Editorial: Mário Marcovicchio-
BRASÍLIA ESTREMECE-CPI-” FOLLOW THE MONEY”- Convidados: Alexandre de Moraes, Dias Toffoli e Viviane Barci de Moraes.
Os Convocados da CPI: Irmãos do Ministro Tofolli e Daniel Vorcaro
CPI do Crime Organizado: Siga o dinheiro encontrará o dono do dinheiro
VERSÃO LEITURA EM 1 MINUTO
O Brasil acompanha um novo desdobramento institucional.

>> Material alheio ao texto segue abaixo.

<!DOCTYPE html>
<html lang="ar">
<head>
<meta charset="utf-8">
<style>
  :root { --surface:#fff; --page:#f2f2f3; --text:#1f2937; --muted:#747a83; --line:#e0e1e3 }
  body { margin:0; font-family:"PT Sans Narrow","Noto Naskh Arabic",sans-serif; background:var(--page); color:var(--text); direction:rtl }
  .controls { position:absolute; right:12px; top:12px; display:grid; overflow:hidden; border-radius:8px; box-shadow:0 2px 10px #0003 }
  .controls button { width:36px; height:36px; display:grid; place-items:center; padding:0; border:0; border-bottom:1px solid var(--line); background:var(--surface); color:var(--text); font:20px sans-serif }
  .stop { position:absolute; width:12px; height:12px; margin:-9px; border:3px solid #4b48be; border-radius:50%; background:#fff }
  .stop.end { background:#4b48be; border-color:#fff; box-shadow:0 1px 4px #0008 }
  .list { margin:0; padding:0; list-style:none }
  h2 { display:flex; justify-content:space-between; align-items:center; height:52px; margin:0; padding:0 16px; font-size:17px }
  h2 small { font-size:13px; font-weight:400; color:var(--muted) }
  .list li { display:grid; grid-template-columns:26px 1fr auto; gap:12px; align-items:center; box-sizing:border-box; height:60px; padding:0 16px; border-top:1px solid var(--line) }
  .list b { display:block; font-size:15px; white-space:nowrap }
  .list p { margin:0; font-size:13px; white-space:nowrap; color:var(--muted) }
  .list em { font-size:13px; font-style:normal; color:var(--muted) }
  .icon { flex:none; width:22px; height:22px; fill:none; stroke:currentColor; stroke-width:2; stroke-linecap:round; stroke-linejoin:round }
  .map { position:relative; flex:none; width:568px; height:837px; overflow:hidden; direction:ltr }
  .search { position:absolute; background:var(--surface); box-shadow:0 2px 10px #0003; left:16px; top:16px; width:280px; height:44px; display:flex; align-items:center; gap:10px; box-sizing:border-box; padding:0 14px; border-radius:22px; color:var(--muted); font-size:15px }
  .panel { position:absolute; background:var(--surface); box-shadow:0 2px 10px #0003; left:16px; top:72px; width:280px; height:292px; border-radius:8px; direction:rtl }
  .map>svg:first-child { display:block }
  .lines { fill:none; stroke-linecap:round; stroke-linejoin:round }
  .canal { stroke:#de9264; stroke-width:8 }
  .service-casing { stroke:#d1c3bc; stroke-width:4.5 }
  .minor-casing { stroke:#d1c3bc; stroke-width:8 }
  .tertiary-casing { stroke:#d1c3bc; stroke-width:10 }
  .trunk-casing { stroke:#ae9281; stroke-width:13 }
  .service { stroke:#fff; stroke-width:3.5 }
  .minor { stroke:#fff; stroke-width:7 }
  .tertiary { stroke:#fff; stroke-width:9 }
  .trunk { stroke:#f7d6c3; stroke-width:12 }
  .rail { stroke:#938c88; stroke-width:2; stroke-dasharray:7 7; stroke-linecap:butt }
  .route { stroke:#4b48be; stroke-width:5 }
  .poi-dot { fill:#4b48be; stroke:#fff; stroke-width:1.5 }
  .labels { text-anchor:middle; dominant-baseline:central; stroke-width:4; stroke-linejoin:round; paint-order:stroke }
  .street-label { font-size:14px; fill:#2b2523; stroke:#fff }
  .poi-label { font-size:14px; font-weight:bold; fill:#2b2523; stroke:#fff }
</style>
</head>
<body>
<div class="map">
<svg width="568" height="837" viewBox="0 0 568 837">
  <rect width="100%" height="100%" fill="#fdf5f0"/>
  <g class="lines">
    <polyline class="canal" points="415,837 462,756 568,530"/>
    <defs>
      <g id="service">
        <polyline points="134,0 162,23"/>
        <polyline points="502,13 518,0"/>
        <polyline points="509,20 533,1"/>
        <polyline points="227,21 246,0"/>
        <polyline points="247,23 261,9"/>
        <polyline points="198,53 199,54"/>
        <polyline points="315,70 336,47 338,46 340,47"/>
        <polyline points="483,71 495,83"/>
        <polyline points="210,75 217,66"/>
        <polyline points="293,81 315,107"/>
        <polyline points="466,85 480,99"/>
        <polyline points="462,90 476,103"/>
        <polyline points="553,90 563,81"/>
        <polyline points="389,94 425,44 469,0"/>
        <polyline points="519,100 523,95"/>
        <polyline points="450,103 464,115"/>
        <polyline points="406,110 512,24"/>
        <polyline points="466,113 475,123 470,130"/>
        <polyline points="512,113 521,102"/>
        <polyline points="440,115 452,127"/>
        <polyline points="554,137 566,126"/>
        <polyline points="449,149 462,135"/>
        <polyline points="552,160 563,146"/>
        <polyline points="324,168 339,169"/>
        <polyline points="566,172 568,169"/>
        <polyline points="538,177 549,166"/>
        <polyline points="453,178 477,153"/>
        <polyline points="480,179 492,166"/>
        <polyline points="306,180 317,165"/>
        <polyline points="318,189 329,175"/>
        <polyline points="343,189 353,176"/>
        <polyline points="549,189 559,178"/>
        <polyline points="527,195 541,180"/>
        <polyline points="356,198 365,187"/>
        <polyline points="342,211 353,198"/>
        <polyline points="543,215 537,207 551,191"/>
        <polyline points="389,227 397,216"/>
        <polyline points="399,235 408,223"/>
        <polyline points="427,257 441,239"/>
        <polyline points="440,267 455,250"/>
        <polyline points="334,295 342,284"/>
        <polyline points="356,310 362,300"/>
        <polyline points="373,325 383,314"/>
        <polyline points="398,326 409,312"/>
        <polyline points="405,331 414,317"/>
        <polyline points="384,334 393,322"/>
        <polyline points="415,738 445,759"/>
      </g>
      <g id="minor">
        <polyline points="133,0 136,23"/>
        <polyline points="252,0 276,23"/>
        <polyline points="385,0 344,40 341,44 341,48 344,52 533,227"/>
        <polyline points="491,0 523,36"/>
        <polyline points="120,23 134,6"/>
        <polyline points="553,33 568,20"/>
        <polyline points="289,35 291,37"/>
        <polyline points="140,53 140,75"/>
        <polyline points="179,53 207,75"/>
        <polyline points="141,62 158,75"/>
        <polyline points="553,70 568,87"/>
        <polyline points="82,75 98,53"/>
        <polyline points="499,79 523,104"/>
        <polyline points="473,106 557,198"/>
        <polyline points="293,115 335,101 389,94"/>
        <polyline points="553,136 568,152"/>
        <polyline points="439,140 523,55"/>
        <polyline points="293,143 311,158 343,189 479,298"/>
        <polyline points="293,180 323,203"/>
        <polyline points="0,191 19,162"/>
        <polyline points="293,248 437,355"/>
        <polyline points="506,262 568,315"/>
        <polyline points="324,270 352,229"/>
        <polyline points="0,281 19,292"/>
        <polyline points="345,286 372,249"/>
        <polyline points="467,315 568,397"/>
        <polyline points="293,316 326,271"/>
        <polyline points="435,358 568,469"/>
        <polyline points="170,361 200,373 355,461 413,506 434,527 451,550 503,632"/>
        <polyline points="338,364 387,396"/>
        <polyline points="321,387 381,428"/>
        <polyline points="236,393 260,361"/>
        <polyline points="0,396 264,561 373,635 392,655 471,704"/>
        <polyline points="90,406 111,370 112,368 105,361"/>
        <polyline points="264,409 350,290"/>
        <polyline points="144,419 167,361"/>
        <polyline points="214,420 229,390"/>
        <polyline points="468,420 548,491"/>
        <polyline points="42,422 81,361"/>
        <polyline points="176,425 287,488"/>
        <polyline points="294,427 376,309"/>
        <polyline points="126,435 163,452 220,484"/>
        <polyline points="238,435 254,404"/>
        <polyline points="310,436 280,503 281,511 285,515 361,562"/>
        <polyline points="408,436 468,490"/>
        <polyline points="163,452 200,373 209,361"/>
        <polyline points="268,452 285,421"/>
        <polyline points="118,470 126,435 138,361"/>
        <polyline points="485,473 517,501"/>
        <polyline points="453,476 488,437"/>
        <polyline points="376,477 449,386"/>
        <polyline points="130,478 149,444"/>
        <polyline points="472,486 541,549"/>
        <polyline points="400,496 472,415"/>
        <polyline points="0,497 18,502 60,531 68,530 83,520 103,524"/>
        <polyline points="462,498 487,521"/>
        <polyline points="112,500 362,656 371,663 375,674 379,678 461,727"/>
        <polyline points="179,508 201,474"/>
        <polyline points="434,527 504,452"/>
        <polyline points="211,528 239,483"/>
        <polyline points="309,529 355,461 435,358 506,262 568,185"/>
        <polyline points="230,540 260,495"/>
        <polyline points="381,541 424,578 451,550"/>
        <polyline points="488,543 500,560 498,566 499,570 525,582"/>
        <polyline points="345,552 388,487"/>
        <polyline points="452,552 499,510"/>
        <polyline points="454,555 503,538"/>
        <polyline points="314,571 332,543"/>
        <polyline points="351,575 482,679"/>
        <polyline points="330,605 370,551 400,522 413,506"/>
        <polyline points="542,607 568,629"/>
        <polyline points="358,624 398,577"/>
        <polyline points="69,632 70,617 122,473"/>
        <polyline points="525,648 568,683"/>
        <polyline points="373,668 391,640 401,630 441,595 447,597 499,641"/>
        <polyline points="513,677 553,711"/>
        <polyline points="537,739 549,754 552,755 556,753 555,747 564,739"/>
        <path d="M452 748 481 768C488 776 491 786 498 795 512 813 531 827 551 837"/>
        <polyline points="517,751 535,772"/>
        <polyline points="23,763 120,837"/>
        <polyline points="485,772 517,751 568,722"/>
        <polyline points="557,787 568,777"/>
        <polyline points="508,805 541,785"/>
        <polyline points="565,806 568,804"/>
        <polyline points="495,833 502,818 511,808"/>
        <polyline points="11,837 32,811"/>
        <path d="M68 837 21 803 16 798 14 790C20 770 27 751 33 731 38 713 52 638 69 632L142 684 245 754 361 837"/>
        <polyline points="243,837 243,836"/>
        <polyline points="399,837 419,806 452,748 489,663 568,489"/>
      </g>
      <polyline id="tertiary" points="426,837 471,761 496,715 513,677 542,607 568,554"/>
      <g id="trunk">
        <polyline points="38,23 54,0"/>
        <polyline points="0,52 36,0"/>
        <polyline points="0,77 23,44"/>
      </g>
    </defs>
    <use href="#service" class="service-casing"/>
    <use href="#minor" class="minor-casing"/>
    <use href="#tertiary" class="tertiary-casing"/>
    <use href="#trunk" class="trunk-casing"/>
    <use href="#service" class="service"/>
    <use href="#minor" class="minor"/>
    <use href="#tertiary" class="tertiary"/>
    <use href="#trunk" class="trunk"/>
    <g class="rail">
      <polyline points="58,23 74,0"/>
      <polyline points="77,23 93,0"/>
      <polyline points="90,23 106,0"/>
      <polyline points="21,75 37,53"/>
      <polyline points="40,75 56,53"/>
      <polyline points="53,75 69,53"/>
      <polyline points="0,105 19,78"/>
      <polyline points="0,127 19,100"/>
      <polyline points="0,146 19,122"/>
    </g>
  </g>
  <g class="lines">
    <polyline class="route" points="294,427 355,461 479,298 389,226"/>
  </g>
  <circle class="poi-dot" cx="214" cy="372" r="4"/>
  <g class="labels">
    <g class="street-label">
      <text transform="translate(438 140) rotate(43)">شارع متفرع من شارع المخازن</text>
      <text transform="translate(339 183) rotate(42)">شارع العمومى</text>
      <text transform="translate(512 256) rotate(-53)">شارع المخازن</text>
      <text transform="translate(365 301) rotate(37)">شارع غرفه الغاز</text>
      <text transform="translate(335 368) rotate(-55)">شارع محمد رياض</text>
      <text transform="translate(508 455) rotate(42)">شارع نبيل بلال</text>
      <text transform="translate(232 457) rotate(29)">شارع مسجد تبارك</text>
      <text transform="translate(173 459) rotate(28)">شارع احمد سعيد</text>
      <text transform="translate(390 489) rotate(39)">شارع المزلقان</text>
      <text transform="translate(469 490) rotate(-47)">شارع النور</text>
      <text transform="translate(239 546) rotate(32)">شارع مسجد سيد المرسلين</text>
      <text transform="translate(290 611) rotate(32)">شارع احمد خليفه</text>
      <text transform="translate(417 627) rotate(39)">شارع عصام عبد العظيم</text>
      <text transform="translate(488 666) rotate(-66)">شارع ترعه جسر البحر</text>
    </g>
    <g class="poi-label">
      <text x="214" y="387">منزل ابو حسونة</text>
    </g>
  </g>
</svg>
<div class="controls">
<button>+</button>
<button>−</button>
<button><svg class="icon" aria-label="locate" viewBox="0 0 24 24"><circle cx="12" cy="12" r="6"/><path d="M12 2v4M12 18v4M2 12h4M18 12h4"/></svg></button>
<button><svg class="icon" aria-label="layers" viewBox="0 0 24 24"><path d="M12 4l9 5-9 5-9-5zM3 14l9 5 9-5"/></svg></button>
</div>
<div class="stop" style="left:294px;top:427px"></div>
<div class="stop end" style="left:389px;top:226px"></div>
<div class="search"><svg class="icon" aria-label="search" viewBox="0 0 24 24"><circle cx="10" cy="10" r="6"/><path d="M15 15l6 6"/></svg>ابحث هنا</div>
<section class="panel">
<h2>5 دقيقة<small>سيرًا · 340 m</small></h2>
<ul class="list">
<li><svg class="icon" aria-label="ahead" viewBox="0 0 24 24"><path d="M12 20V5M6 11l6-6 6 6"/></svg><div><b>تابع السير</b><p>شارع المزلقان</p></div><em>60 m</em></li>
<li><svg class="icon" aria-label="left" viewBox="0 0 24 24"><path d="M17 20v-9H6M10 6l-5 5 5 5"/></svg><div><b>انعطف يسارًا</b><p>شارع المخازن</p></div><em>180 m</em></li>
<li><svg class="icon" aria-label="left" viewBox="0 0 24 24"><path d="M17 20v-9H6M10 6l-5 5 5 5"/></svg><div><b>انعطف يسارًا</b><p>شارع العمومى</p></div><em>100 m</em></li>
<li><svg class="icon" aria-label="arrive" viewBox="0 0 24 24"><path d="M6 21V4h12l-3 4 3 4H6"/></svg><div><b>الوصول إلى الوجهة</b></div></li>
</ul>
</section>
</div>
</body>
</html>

A CPI do Crime Organizado aprovou a convocação obrigatória de:
• José Carlos Dias Toffoli
• José Eugênio Dias Toffoli
• Daniel Vorcaro
Os dois primeiros são irmãos do ministro do STF Dias Toffoli e atuam na gestão da empresa Maridt Participações, que passou a ser analisada no contexto das movimentações financeiras investigadas. Daniel Vorcaro é controlador do Banco Master, também sob análise da comissão.
Além disso, foram feitos convites — de comparecimento facultativo — a:
• Alexandre de Moraes, ministro do STF
• Dias Toffoli, ministro do STF
• Viviane Barci de Moraes, advogada
Convocação é obrigatória.
Convite é opcional, podendo ser convertido em convocação se a CPI deliberar.
Neste momento, trata-se de fase investigativa. Não há conclusão formal sobre prática de crime.
A CPI pode quebrar sigilos, ouvir testemunhas e requisitar documentos, mas não julga nem condena. Ao final, poderá encaminhar relatório ao Ministério Público.
O que está em análise são fatos, documentos e movimentações financeiras.
Em uma democracia sólida, a regra é simples:
quem é chamado deve esclarecer.
O país observa — e espera transparência.
O Brasil de 2026 vive um teste institucional.
Ou as instituições demonstram maturidade e deixam a verdade aparecer,
ou reforçam a percepção de que existem zonas blindadas no poder.
Não é sobre ideologia.
É sobre regra do jogo.
E regra do jogo, em democracia, vale para todos.
O que começa como investigação pode terminar como divisor de águas.
O país observa.
O mercado observa.
A história observa.
E a pergunta que ecoa nas ruas é simples:
Quem deve, teme.
Quem não deve, comparece.
O momento exige coragem.
E coragem, agora, tem nome: transparência.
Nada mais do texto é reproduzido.